By the time they had walked around the edge of the parade ground, her cries could be but faintly heard. By the time they reached Boyd’s ranch and the stage station, they could not be heard at all.
“Safe journey, brother,” Johann said. Standing by the stage steps, they embraced one more time. Fredi climbed into the coach and Johann handed Grete up to him. “You also, little one. Give my love to Magda and Hansi and all.”
“Always.” The coach was crowded on this day. Fredi took the child onto his lap, an awkward burden because she sat so stiffly and never relinquished her grip on the china doll. She looked out the window with the same stoical detachment with which she regarded everything else for many hours.
The coach swayed like a boat on the open sea, and presently Fredi began to sing, very softly, “Sleep baby sleep, your mama is watching the sheep. . . ”
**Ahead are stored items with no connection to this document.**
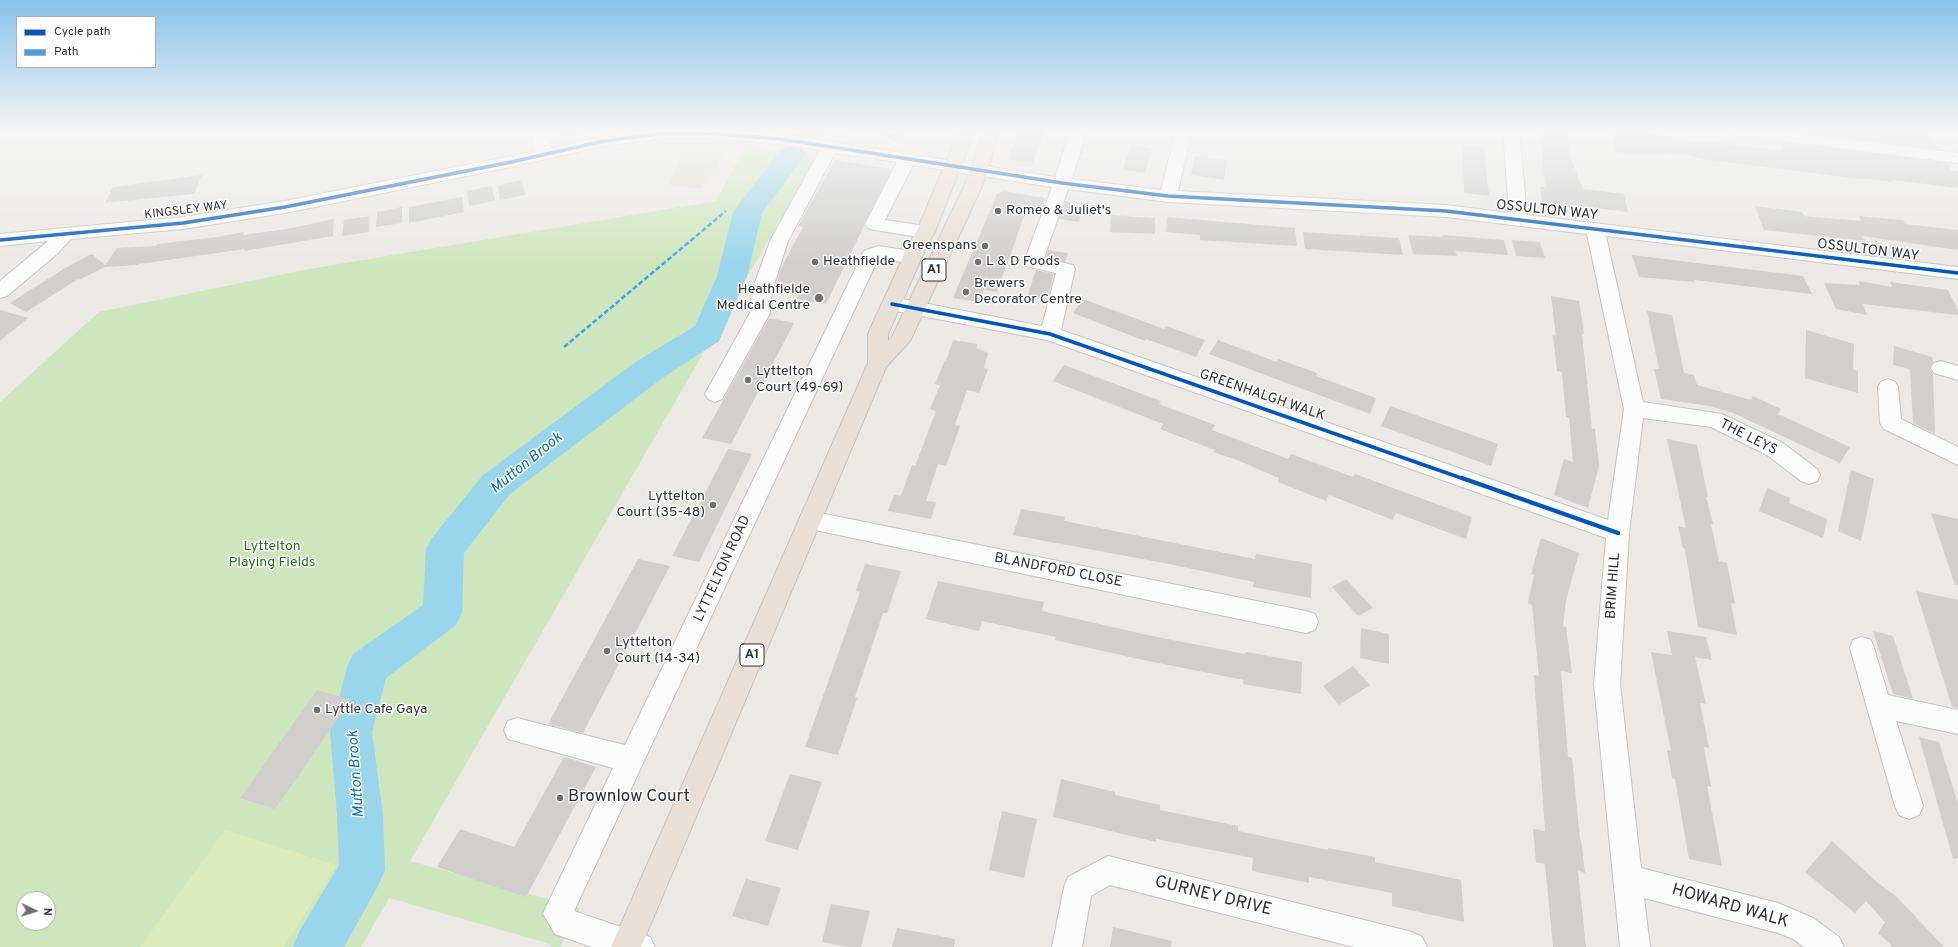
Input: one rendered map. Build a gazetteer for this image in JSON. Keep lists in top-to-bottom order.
{
  "streets": {
    "highway": ["A1", "LYTTELTON ROAD"],
    "street": [
      "KINGSLEY WAY",
      "OSSULTON WAY",
      "GREENHALGH WALK",
      "THE LEYS",
      "BLANDFORD CLOSE",
      "BRIM HILL",
      "GURNEY DRIVE",
      "HOWARD WALK"
    ]
  },
  "crossings": [
    ["OSSULTON WAY", "BRIM HILL"],
    ["GREENHALGH WALK", "LYTTELTON ROAD"],
    ["GREENHALGH WALK", "BRIM HILL"],
    ["THE LEYS", "BRIM HILL"],
    ["LYTTELTON ROAD", "BLANDFORD CLOSE"],
    ["BRIM HILL", "HOWARD WALK"]
  ],
  "water": ["Mutton Brook"],
  "parks": ["Lyttelton Playing Fields"],
  "places": [
    "Romeo & Juliet's",
    "Greenspans",
    "Heathfielde",
    "L & D Foods",
    "Brewers Decorator Centre",
    "Heathfielde Medical Centre",
    "Lyttelton Court (49-69)",
    "Lyttelton Court (35-48)",
    "Lyttelton Court (14-34)",
    "Lyttle Cafe Gaya",
    "Brownlow Court"
  ],
  "legend": ["Cycle path", "Path"],
  "north": "right"
}
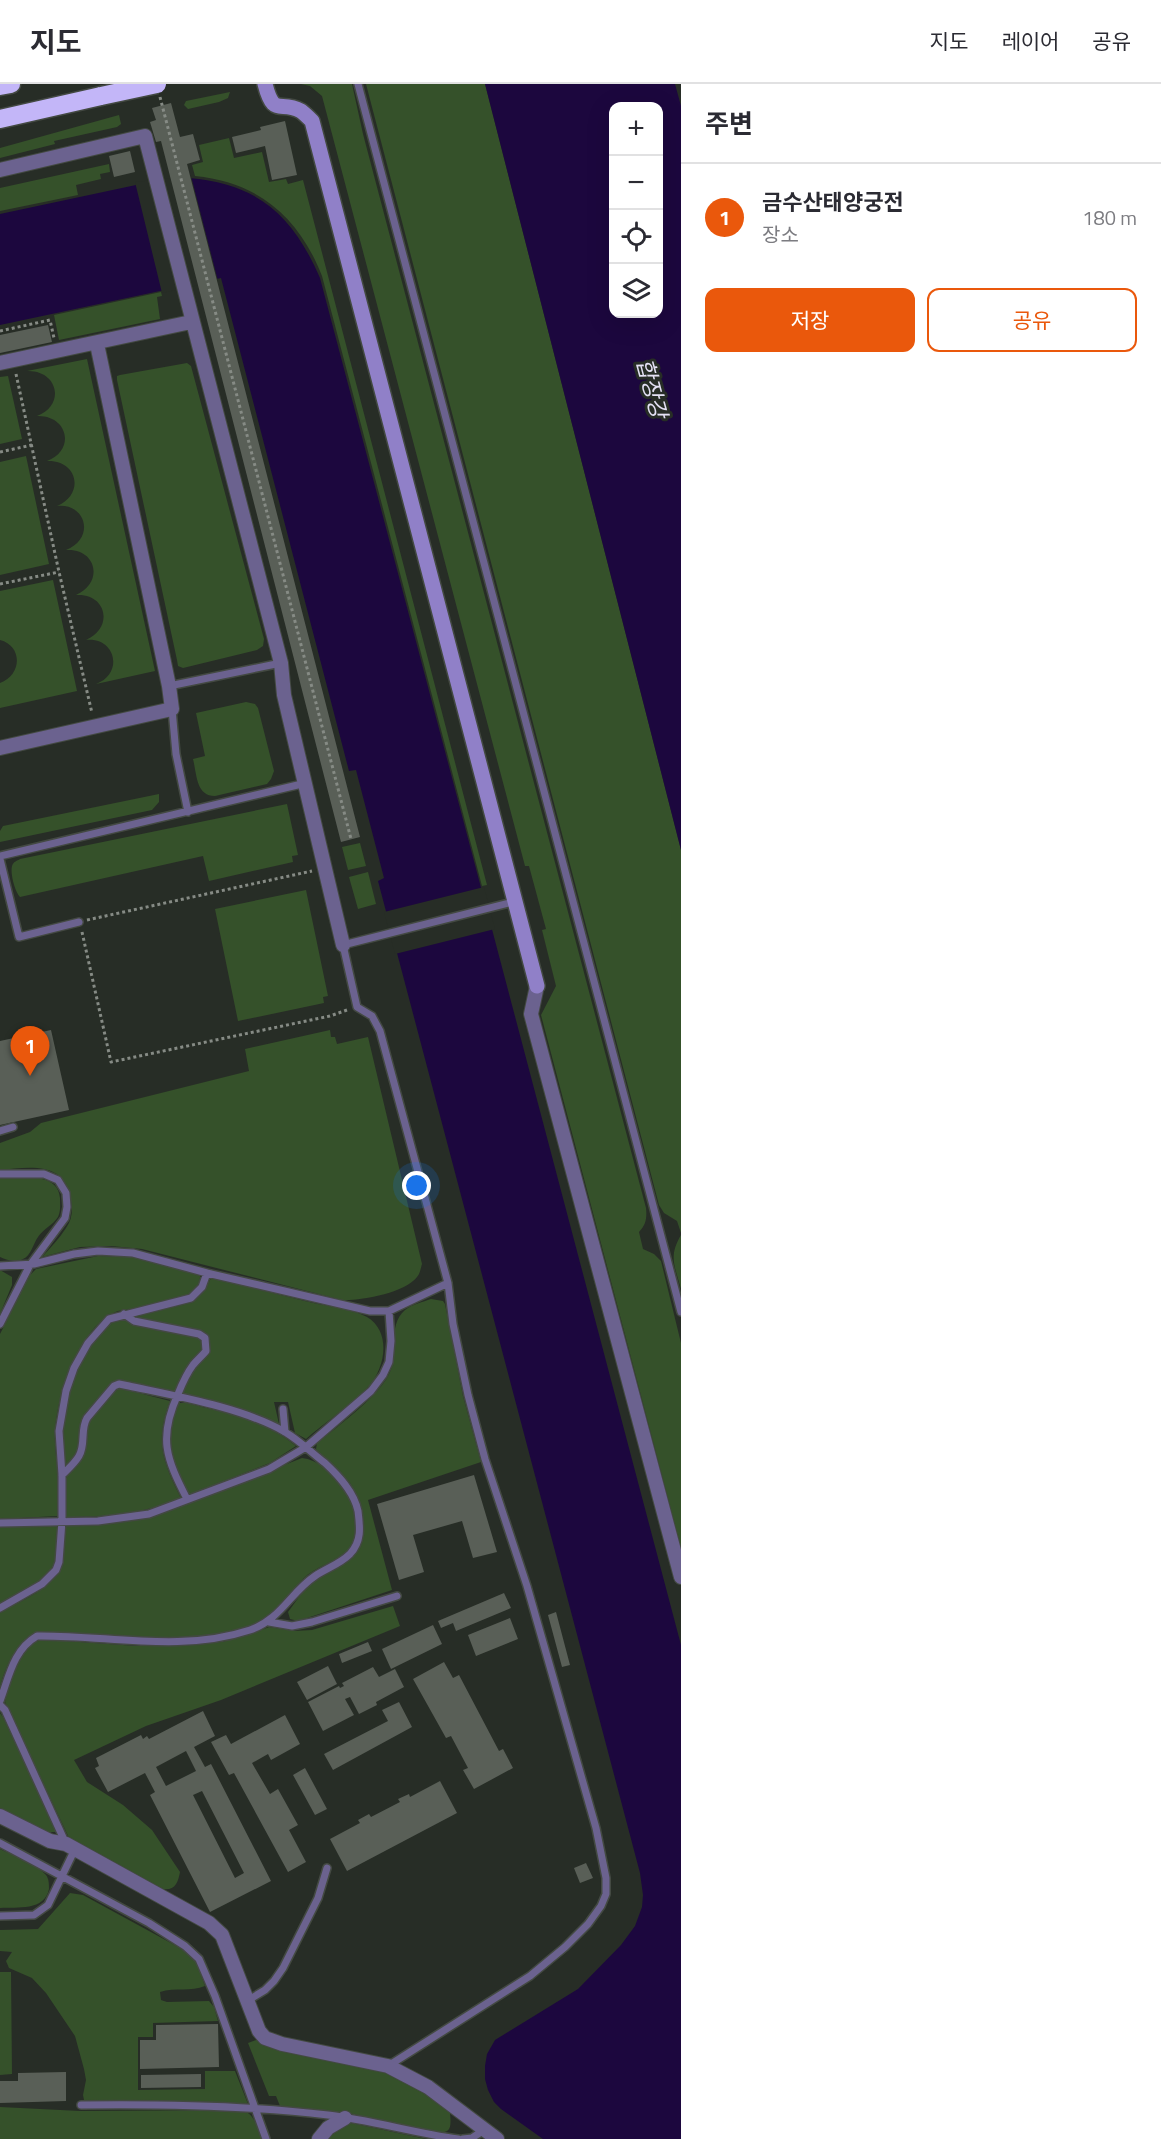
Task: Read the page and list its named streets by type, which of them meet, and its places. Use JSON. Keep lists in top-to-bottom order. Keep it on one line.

Later he would insist that he sang baby rhymes to his niece most of the way back to Texas, as the coach rumbled down the wagon road to Red River Station, to Austin and Neu Braunfels, and finally through the gravelly ford of Baron’s Creek. Grete had begun to relax against his shoulder by then, and now and again to experiment with saying a word or two in German. She clutched the china doll that the Wynkoops had given to her, all the long dusty days of that journey, and clung to it for many months thereafter, even after she began to speak German again.
* * *
“Poor Grete,” Magda sighed to Lottie, as cold rain splattered against the gla
ss windows of Lottie’s front parlor. It was after midnight, but neither of them was sleepy. Heavy velveteen curtains were close-drawn against the winter chill that breathed from the glass. “She was terrified. There was such a crowd, such a commotion at the store, when Captain Nimitz drove her and Fredi home from the hotel. People recognized her in the street. It had already been printed in the newspapers—the German papers and the American alike—that she was freed from captivity and returning home. There were so many people who wanted to speak to her, so many people who thought she might know of other captives still in Indian hands.”
“Auntie Liesel could hardly bear to let her out of her sight,” Lottie added. She had finished her supper. Now she took up her needlepoint, deftly drawing lengths of worsted through the holes in the mesh fabric stretched in her embroidery frame, as she talked to her mother. “I wondered sometimes if Grete had felt more free among the Indians, and a captive when she was returned.”
“Did she speak of such to you, Lottchen?” Magda asked. “It seemed at first that she was as silent as a ghost. Fredi told us it was not uncommon for such children to forget their native language, and have some small trouble in learning it again. Did she recall her old fondness for you, as she remembered her own language?”
“Oh, she recollected me at once, and Auntie Liesel and Onkel Hansi,” Lottie answered. “But there was much I think she did not wish to remember.”
“About Rosalie and Robert.” Magda’s eyes shone with the tears that a half-century of passing time could not banish. “We did not press her to tell us what happened that morning. There was no need and she was only a child. Did she ever confide in you?”
“Oh yes, Mama,” Lottie answered, “We whispered at night under the covers of the trundle-bed.”
“What did she tell you, then?” Magda asked, curiously. “We were always afraid she must have seen or heard such dreadful things!”